(Collected data entries)
•••
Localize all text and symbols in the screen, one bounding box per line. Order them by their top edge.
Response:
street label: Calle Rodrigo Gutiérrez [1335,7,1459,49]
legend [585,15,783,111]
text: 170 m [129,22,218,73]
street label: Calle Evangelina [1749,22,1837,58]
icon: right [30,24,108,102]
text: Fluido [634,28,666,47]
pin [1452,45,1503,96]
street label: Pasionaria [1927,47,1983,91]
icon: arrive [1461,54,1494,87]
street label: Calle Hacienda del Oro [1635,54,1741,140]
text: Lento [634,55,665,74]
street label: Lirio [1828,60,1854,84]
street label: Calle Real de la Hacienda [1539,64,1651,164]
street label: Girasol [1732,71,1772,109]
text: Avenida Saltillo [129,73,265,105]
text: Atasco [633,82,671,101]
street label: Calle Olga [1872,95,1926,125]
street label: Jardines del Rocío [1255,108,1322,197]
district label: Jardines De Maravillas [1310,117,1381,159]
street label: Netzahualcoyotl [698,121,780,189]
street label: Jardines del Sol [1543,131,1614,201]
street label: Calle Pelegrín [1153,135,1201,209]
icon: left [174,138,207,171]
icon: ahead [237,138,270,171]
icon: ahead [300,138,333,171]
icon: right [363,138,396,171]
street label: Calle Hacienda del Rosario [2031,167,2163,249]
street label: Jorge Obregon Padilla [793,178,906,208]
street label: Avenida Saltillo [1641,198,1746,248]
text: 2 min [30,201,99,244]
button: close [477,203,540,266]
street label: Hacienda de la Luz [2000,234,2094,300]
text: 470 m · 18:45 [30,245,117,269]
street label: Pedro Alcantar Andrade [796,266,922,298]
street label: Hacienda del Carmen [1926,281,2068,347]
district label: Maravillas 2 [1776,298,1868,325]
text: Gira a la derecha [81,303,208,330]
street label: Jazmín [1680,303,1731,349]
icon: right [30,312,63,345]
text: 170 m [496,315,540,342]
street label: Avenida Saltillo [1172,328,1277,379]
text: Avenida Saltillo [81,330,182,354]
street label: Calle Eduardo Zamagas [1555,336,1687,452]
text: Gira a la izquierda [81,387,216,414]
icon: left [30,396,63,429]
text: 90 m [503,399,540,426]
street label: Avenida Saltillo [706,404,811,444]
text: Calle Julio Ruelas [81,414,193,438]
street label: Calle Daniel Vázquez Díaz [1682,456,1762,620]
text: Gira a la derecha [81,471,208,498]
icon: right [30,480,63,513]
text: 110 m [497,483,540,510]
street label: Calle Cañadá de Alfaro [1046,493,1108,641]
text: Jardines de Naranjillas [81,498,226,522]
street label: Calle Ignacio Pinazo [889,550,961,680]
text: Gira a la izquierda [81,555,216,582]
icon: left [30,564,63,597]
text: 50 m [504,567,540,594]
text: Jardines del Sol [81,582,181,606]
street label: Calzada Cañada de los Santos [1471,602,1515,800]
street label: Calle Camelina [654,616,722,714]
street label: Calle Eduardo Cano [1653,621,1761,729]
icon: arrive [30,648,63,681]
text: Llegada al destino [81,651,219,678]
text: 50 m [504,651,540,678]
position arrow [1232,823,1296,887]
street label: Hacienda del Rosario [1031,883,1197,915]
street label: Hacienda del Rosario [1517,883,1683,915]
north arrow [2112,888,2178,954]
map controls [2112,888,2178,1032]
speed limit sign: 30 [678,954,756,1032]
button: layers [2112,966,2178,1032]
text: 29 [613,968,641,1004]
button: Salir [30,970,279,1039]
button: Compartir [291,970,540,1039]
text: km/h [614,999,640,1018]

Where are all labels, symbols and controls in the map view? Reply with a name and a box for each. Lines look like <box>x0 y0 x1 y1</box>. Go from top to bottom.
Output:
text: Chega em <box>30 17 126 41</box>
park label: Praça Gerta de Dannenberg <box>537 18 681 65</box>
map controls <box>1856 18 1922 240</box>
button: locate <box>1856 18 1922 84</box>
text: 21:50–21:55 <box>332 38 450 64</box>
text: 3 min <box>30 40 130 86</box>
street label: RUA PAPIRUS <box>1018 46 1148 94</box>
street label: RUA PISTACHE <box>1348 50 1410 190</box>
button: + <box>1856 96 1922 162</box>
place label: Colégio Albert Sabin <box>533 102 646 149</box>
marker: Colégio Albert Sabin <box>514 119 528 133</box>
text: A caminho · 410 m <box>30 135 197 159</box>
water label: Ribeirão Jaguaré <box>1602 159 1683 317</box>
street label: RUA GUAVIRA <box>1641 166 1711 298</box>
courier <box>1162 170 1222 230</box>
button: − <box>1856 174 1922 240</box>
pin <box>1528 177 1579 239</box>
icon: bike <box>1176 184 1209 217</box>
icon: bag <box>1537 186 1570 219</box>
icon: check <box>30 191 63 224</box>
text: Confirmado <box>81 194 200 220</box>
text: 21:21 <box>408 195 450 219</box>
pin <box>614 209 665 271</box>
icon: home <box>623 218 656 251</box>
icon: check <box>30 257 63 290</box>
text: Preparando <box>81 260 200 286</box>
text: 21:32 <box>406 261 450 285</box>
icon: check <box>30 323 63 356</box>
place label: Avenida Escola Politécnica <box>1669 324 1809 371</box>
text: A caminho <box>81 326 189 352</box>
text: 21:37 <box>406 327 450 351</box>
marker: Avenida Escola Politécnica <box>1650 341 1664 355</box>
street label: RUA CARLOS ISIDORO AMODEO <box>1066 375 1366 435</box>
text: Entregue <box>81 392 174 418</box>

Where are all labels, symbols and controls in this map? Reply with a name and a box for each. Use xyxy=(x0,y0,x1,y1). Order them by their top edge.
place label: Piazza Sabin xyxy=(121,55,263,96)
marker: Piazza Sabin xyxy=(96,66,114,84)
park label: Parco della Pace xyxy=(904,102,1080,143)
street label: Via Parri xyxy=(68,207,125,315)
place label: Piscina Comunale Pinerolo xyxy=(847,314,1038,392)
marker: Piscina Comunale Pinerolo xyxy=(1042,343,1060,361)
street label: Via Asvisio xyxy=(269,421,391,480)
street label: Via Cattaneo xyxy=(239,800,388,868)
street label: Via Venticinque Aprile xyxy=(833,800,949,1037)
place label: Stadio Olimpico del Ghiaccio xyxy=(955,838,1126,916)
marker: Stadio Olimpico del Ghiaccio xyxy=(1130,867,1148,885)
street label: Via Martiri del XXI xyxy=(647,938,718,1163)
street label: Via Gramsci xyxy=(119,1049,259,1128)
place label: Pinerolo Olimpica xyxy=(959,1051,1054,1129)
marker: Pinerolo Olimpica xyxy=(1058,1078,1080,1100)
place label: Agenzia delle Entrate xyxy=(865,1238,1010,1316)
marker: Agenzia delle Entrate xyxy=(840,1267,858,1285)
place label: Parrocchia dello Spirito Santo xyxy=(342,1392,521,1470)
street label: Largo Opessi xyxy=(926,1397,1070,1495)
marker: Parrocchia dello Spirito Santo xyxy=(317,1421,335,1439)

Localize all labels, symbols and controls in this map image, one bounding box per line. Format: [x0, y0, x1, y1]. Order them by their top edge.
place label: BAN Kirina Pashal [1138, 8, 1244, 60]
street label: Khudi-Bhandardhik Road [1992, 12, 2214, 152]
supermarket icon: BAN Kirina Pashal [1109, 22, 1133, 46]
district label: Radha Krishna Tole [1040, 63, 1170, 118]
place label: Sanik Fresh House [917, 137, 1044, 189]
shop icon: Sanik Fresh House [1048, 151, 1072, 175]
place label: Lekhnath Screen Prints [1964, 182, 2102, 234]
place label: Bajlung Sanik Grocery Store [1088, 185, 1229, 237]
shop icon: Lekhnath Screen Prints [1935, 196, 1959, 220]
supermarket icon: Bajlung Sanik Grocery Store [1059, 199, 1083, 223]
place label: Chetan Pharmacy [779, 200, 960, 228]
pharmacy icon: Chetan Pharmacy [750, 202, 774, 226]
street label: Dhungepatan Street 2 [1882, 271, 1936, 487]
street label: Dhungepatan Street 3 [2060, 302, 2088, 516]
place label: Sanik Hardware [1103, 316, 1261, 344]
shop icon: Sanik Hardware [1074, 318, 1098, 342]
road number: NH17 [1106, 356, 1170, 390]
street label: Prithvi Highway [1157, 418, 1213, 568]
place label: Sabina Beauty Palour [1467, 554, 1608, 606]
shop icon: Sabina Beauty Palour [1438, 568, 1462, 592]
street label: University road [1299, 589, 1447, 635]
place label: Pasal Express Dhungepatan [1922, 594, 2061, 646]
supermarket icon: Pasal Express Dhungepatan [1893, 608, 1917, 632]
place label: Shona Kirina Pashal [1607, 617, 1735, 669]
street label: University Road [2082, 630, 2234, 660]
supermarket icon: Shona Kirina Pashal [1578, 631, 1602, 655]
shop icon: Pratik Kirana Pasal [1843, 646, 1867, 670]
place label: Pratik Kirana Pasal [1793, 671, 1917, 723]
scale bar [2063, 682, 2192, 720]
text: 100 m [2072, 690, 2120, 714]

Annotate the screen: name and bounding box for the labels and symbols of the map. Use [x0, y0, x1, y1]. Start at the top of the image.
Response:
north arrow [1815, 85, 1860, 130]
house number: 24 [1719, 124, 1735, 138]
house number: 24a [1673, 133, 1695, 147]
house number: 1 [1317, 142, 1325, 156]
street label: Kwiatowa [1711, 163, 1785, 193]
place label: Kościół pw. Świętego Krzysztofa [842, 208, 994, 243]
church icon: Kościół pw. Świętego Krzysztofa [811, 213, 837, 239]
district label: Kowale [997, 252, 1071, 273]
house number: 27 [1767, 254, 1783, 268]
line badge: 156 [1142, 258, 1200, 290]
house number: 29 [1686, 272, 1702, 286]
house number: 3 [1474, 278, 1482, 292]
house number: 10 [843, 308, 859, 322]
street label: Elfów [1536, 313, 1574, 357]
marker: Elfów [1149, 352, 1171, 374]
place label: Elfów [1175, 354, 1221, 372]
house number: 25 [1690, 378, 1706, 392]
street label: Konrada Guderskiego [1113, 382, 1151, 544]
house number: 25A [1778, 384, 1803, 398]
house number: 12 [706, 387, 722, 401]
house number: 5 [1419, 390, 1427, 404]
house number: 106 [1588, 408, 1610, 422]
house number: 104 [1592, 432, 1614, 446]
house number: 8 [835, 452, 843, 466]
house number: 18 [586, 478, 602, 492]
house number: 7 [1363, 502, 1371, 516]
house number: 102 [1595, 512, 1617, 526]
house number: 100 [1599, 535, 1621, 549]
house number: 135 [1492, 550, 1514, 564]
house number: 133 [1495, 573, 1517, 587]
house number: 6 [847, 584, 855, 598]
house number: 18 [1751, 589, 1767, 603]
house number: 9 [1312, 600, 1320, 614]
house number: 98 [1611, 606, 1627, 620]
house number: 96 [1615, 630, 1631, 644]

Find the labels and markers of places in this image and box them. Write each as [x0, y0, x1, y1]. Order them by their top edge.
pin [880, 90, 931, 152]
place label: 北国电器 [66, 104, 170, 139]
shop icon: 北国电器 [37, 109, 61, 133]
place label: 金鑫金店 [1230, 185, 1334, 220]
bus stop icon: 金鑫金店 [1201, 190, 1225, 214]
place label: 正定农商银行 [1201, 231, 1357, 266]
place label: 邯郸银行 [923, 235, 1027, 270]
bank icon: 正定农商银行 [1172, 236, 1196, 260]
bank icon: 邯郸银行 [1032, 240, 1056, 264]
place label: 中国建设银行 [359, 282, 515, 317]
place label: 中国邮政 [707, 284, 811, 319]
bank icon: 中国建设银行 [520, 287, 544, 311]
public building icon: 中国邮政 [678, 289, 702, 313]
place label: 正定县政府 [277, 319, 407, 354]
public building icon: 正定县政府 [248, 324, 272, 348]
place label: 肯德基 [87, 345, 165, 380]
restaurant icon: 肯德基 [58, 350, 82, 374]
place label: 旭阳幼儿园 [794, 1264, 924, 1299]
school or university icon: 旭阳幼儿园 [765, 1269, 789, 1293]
•••
*INSTRUCTIONS TO FOLLOW*.
Count up the lines in the records that contain the word "Eduardo" and reply with that figure only.

*EXERCISE RESULT*.
2